◆ Problem description ◆
Among the entries below, find each line with "button" and show it.

··· Data extracts ···

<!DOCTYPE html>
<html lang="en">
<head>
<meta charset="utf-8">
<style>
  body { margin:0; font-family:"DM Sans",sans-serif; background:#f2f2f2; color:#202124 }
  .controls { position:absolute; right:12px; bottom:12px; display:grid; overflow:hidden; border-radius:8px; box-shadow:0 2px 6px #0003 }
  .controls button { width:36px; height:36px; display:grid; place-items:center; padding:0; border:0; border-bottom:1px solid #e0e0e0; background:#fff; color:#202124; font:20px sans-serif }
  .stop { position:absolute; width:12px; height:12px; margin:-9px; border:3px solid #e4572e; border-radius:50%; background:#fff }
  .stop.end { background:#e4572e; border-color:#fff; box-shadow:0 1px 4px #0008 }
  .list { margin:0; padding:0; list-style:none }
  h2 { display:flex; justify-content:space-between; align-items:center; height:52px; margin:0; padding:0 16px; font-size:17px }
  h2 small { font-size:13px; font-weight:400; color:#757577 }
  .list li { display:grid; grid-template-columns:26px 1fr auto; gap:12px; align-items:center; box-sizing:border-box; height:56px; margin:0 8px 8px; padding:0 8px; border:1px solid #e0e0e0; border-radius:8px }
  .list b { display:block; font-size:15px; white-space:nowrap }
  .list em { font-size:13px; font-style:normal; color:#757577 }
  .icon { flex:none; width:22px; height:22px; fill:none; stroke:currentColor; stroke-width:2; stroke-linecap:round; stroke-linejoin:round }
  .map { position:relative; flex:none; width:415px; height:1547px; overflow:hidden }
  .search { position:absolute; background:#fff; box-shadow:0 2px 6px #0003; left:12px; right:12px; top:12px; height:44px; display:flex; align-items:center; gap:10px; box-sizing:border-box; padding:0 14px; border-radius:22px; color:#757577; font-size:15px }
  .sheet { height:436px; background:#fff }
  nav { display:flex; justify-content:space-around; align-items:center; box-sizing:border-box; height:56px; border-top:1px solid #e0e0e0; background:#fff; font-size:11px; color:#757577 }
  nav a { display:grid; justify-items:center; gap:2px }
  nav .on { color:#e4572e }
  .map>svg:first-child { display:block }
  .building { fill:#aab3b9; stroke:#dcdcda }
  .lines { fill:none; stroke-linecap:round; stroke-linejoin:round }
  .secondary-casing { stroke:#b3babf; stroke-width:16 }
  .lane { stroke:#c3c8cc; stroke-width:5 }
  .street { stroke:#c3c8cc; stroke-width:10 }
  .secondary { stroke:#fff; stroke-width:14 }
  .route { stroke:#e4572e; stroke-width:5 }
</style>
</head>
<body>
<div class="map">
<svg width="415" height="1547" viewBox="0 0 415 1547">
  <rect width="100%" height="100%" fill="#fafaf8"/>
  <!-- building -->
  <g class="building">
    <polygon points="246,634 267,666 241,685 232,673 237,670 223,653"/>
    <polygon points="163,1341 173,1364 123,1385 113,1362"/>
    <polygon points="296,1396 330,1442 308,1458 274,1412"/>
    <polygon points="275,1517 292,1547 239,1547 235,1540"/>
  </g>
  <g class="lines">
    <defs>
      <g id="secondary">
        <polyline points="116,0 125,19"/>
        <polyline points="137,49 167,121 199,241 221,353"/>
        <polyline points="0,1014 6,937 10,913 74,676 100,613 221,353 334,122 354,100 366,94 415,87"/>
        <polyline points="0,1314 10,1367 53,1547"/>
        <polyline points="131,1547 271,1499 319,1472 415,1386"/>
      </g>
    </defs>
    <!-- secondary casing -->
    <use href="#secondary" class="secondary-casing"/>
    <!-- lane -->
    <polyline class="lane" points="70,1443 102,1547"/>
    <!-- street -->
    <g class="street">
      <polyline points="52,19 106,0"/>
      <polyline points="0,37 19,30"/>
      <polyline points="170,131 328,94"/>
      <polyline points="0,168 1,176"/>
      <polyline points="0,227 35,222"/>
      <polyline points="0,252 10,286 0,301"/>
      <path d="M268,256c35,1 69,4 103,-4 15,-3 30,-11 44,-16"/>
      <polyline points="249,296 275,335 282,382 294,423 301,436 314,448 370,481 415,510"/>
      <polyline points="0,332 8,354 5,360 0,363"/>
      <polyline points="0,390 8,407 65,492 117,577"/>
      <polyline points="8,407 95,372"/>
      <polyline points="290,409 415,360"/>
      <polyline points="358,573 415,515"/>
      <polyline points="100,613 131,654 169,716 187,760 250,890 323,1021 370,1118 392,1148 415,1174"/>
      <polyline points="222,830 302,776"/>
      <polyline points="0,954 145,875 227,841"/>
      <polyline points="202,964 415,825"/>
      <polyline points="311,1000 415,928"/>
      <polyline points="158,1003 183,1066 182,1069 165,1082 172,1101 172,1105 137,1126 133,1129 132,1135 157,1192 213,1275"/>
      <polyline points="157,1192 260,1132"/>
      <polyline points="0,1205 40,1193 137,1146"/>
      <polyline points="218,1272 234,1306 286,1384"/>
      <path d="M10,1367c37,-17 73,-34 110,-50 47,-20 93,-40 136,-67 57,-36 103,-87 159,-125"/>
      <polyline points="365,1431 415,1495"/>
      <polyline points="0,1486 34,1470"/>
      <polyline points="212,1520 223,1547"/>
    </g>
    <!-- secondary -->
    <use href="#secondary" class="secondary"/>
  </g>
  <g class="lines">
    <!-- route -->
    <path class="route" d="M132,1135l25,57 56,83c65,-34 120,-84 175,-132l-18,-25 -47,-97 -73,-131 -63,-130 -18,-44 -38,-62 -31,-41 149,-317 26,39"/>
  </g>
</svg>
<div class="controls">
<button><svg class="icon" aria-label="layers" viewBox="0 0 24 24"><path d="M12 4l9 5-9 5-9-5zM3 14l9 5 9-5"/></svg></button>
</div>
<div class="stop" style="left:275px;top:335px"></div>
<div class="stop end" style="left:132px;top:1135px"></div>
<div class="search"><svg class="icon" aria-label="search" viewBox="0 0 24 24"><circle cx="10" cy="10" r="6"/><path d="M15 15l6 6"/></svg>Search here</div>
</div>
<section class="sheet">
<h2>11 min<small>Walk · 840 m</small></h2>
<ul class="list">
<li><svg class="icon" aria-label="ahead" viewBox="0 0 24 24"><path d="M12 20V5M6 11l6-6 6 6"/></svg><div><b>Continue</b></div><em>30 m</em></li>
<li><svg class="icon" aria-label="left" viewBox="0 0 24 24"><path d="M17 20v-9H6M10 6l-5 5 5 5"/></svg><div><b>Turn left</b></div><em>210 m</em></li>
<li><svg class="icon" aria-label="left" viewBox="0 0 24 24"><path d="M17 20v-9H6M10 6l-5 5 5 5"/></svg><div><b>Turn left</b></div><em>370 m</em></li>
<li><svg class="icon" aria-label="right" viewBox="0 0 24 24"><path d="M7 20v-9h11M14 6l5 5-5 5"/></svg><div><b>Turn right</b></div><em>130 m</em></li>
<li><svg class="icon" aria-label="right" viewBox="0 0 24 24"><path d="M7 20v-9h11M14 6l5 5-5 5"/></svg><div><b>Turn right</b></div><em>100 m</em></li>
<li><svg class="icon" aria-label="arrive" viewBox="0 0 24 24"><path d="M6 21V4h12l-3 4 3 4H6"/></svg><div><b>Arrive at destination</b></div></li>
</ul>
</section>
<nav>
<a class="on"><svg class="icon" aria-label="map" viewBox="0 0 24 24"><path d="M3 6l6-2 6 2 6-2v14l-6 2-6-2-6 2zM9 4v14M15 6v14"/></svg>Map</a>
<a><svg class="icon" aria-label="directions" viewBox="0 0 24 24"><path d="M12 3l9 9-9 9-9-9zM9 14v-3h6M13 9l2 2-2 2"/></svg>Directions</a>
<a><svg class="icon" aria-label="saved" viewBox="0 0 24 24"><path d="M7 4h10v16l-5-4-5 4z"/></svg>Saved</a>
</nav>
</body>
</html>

···

◆ Response to the exercise ◆
  .controls button { width:36px; height:36px; display:grid; place-items:center; padding:0; border:0; border-bottom:1px solid #e0e0e0; background:#fff; color:#202124; font:20px sans-serif }
<button><svg class="icon" aria-label="layers" viewBox="0 0 24 24"><path d="M12 4l9 5-9 5-9-5zM3 14l9 5 9-5"/></svg></button>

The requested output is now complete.